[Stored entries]
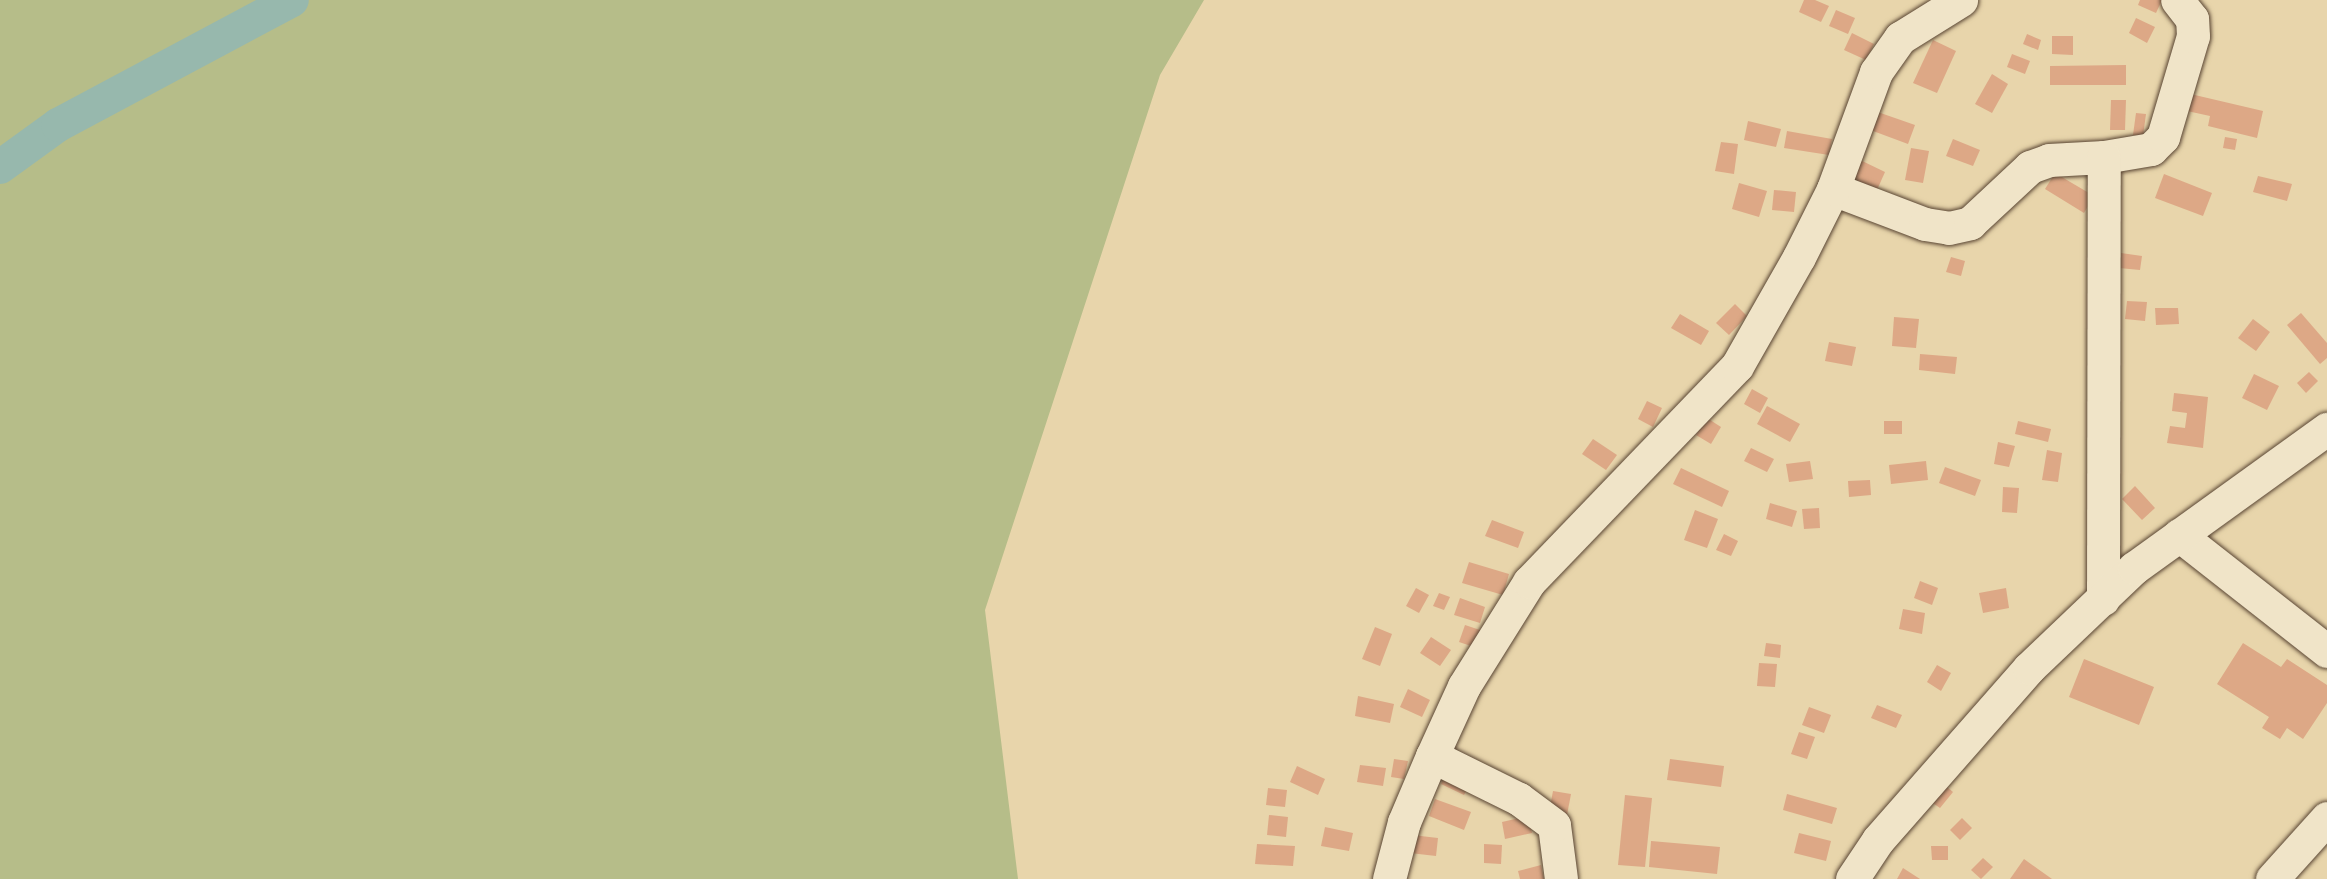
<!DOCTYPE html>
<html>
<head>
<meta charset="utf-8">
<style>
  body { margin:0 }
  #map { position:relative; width:2327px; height:879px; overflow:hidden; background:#e8d5ab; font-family:Alegreya,serif }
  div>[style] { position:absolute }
  .green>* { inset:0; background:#b6bd89 }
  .canal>* { height:34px; margin:-17px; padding:0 17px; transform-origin:17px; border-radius:17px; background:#97b8ad }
  .building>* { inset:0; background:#dda886 }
  .roads { filter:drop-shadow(0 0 2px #584432) drop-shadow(0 0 2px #584432) }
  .street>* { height:33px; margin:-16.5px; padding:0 16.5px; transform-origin:16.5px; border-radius:16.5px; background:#f0e4c8 }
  span { translate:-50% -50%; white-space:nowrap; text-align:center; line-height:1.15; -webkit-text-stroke:4.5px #f0e4c8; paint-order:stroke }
</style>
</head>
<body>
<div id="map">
  <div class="green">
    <i style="clip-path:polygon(0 0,1204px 0,1160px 75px,985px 610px,1018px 879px,0 879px)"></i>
  </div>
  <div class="canal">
    <i style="left:0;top:167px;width:72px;rotate:-35.9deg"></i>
    <i style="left:58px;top:125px;width:265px;rotate:-28.1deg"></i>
  </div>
  <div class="building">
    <i style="clip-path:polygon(1804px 0,1815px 0,1829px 6px,1821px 22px,1799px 12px)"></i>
    <i style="clip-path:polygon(2140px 0,2162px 0,2156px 13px,2138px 5px)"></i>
    <i style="clip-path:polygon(1836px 10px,1855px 18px,1848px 34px,1829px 26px)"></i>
    <i style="clip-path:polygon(2136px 18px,2155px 27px,2147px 43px,2129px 33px)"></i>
    <i style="clip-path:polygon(1852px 33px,1874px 44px,1866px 60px,1844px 50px)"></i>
    <i style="clip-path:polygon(2027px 34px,2041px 40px,2038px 50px,2023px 44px)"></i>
    <i style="clip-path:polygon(2052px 36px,2073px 36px,2073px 55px,2052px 54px)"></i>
    <i style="clip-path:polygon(1933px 40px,1956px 51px,1937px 93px,1913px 83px)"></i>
    <i style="clip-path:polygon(2012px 54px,2030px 61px,2025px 74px,2007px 67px)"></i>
    <i style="clip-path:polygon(2126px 65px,2126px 85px,2050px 85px,2050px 66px)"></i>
    <i style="clip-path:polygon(1992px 74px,2008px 84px,1992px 113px,1975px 104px)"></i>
    <i style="clip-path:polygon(2182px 92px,2263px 111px,2257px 138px,2208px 126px,2210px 116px,2178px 109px)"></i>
    <i style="clip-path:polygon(2111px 100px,2126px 100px,2125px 130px,2110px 130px)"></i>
    <i style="clip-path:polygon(1872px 110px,1915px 125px,1908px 144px,1865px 128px)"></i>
    <i style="clip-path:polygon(2136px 113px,2146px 114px,2143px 136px,2133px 135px)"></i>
    <i style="clip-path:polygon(1748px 121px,1781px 129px,1776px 147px,1744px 140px)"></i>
    <i style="clip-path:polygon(1787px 131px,1832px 139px,1829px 155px,1784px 148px)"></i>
    <i style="clip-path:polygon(2225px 137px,2237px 139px,2235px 150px,2223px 148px)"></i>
    <i style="clip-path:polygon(1953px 139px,1980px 150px,1973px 166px,1946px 156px)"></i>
    <i style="clip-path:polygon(1721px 142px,1738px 144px,1734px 174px,1715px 171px)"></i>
    <i style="clip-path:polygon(1911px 148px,1929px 151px,1923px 183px,1905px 180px)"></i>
    <i style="clip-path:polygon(1856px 158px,1885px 172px,1877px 190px,1847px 176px)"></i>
    <i style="clip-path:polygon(2055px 173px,2094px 196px,2084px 213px,2045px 189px)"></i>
    <i style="clip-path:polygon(2164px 174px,2212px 193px,2203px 216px,2155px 198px)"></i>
    <i style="clip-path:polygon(2258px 176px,2292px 184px,2287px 201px,2253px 192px)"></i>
    <i style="clip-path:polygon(1739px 183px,1767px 191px,1759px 217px,1732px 209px)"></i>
    <i style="clip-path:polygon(1774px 190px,1796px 192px,1794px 212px,1772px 210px)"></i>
    <i style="clip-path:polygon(2121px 253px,2142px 256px,2140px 270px,2119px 268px)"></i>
    <i style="clip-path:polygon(1951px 257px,1965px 261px,1961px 276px,1946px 272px)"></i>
    <i style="clip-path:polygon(2127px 301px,2147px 302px,2145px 321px,2125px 319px)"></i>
    <i style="clip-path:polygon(1735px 304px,1747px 316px,1729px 335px,1716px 323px)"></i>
    <i style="clip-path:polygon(2155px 308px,2178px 308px,2179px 324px,2156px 325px)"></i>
    <i style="clip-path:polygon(2301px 313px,2327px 343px,2327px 358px,2320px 364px,2287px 325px)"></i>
    <i style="clip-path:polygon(1680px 314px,1709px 331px,1701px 345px,1671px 328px)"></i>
    <i style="clip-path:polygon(1894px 317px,1919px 319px,1916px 348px,1892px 346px)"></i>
    <i style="clip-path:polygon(2253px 319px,2270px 332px,2256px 351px,2238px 338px)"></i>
    <i style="clip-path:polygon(1829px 342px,1856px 347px,1852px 366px,1825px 361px)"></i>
    <i style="clip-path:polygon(1920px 354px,1957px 357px,1955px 374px,1919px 370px)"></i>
    <i style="clip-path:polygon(2309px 372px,2318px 381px,2306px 393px,2297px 383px)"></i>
    <i style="clip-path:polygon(2254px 374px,2279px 386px,2267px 410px,2242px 398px)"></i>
    <i style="clip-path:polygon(1752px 389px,1768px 398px,1760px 413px,1744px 404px)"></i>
    <i style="clip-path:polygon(2174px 393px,2208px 397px,2203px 448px,2167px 443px,2170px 426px,2185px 428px,2187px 413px,2172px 411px)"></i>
    <i style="clip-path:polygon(1647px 401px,1662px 408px,1653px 427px,1638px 419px)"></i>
    <i style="clip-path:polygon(1767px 406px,1800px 424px,1790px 442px,1757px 424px)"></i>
    <i style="clip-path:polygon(1707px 418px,1721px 427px,1711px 444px,1696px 435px)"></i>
    <i style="clip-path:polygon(1884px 421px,1902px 421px,1902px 434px,1884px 434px)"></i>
    <i style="clip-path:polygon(2018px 421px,2051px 429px,2048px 442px,2015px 434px)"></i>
    <i style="clip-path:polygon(1593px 439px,1617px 455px,1606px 470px,1582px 454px)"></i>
    <i style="clip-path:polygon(1998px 442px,2015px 446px,2009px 467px,1994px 464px)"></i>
    <i style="clip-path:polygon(1751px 448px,1774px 459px,1767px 472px,1744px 461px)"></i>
    <i style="clip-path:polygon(2047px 450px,2062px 453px,2058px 482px,2042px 480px)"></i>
    <i style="clip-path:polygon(1810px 461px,1813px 479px,1789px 482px,1786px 464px)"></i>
    <i style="clip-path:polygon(1926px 461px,1928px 480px,1891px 484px,1889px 465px)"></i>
    <i style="clip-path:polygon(1945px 467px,1981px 480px,1975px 496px,1939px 483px)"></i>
    <i style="clip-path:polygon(1681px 468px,1729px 491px,1722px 507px,1673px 484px)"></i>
    <i style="clip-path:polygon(1870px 480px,1871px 495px,1849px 497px,1848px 481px)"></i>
    <i style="clip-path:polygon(2135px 486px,2155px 508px,2142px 520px,2122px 499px)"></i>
    <i style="clip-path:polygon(2003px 487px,2019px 488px,2017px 513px,2002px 512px)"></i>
    <i style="clip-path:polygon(1770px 503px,1797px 511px,1792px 527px,1766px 519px)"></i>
    <i style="clip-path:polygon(1819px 508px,1820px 528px,1804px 529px,1802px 509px)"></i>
    <i style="clip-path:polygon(1695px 510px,1718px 519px,1707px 548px,1684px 540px)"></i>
    <i style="clip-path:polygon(1492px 520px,1524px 532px,1518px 548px,1485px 536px)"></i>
    <i style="clip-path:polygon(1724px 534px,1738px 541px,1731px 556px,1716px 550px)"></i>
    <i style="clip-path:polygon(1469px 562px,1509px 574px,1503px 595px,1462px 583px)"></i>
    <i style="clip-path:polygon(1920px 581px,1938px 588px,1932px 605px,1914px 598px)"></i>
    <i style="clip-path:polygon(1416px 588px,1429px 595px,1419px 613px,1406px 606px)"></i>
    <i style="clip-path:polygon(2006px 588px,2009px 608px,1983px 613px,1979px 593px)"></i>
    <i style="clip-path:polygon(1439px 593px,1450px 597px,1444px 610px,1433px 606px)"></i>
    <i style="clip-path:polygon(1460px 598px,1485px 607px,1480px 623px,1454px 615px)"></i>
    <i style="clip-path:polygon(1903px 609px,1925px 613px,1922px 634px,1899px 629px)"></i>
    <i style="clip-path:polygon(1465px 625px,1483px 631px,1477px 648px,1459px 642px)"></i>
    <i style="clip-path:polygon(1375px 627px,1392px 634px,1380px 666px,1362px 659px)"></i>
    <i style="clip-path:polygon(1431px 637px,1451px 650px,1440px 666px,1420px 653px)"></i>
    <i style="clip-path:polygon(1766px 643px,1781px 645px,1780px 658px,1764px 656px)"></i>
    <i style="clip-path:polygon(2243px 643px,2281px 667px,2287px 659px,2327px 685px,2327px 703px,2303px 739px,2287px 728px,2280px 739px,2262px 728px,2269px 717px,2217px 684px)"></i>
    <i style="clip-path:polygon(2084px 659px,2154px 687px,2139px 725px,2069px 697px)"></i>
    <i style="clip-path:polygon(1759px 663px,1777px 664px,1775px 687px,1757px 686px)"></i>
    <i style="clip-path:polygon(1937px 665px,1951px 673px,1941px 691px,1927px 682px)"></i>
    <i style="clip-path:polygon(1408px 689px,1430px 700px,1422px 717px,1400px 707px)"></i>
    <i style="clip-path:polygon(1358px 696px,1394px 704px,1390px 723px,1355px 716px)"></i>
    <i style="clip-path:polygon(1877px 705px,1902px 715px,1896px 728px,1871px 718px)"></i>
    <i style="clip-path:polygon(1809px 707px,1831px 715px,1824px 733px,1802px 725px)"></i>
    <i style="clip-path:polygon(1799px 732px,1815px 737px,1807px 759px,1791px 754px)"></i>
    <i style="clip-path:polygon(1394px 759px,1408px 761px,1404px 779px,1391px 777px)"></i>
    <i style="clip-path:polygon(1670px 759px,1724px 766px,1721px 787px,1667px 780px)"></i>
    <i style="clip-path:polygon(1360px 765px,1386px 768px,1383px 786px,1357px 782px)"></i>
    <i style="clip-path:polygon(1297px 766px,1325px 779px,1318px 795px,1290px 782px)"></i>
    <i style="clip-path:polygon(1448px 769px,1472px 780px,1464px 795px,1441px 784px)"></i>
    <i style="clip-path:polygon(1941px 782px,1953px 792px,1940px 808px,1927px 799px)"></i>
    <i style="clip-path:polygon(1268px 788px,1287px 790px,1285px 807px,1266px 805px)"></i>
    <i style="clip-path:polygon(1553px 791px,1571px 794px,1567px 815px,1549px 812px)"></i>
    <i style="clip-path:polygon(1787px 794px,1837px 808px,1832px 824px,1783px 810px)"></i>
    <i style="clip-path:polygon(1625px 795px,1652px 798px,1645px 867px,1618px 865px)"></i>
    <i style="clip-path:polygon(1435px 799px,1471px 812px,1464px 830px,1429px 816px)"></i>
    <i style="clip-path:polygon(1269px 815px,1288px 817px,1286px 837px,1267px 835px)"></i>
    <i style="clip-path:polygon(1528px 816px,1532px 833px,1505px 839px,1502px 822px)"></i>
    <i style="clip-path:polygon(1962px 818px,1972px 828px,1960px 840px,1950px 830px)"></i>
    <i style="clip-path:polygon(1325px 827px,1353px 833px,1349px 851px,1321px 846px)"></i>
    <i style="clip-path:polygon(1799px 833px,1831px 841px,1826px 861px,1794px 853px)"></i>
    <i style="clip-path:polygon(1412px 835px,1438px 838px,1436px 856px,1410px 853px)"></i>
    <i style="clip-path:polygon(1651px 841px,1720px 847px,1717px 874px,1649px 867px)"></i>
    <i style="clip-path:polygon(1257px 844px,1295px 846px,1293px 866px,1255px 864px)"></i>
    <i style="clip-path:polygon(1484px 844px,1502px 845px,1501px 864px,1484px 863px)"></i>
    <i style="clip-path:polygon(1931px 846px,1948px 846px,1948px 860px,1932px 860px)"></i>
    <i style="clip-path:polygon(1983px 858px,1993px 867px,1981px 879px,1971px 870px)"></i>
    <i style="clip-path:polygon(2024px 859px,2052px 879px,2010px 879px)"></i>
    <i style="clip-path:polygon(1541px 865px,1544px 879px,1520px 879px,1518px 871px)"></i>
    <i style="clip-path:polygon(1903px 868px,1920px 879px,1897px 879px)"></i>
  </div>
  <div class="roads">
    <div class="street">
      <i style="left:1833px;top:189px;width:98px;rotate:20.8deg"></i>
      <i style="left:1925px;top:224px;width:24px;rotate:9deg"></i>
      <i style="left:1949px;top:228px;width:22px;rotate:-13deg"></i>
      <i style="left:1970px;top:223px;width:82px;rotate:-43deg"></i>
      <i style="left:2030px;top:167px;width:20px;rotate:-20deg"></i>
      <i style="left:2049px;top:160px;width:55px;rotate:-3.1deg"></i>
      <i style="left:2104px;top:157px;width:48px;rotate:-9.7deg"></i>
      <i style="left:2151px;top:149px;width:17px;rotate:-45deg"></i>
      <i style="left:2163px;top:137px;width:105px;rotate:-73.5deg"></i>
      <i style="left:2193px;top:36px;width:17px;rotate:-93deg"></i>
      <i style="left:2192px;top:19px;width:24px;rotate:-128deg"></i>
      <i style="left:2179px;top:535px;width:188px;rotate:38.1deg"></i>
      <i style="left:2103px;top:599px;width:442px;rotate:-89.9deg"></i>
      <i style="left:1389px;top:879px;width:59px;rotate:-75.3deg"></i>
      <i style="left:1404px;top:822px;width:72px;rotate:-67deg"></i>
      <i style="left:1561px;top:879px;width:54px;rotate:-97.4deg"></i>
      <i style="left:1554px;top:825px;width:44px;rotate:-143.4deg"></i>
      <i style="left:1519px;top:799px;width:97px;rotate:-153.7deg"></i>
      <i style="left:1432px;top:756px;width:77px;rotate:-65.4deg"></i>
      <i style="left:1464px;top:686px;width:123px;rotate:-58deg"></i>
      <i style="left:1529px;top:582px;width:300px;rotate:-46.1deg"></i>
      <i style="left:1737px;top:366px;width:125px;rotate:-60.4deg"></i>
      <i style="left:1799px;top:257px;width:76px;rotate:-63.4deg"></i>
      <i style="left:1833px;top:189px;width:125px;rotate:-69.8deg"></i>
      <i style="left:1876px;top:72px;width:42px;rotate:-54.8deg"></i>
      <i style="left:1900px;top:38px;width:72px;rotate:-31.9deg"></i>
      <i style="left:1852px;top:879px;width:47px;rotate:-56.3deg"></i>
      <i style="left:1878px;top:840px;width:229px;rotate:-48.7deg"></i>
      <i style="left:2029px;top:668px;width:145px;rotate:-43.6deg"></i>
      <i style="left:2134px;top:568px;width:238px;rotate:-35.8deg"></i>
      <i style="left:2272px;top:879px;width:82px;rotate:-48deg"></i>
    </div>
  </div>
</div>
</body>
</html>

**Assigned task:** Every line from the first line of the entries above through the line with "filter:drop-shadow(0 0 2px" must be repeated exactly, and pictures must not be.

**Solution:**
<!DOCTYPE html>
<html>
<head>
<meta charset="utf-8">
<style>
  body { margin:0 }
  #map { position:relative; width:2327px; height:879px; overflow:hidden; background:#e8d5ab; font-family:Alegreya,serif }
  div>[style] { position:absolute }
  .green>* { inset:0; background:#b6bd89 }
  .canal>* { height:34px; margin:-17px; padding:0 17px; transform-origin:17px; border-radius:17px; background:#97b8ad }
  .building>* { inset:0; background:#dda886 }
  .roads { filter:drop-shadow(0 0 2px #584432) drop-shadow(0 0 2px #584432) }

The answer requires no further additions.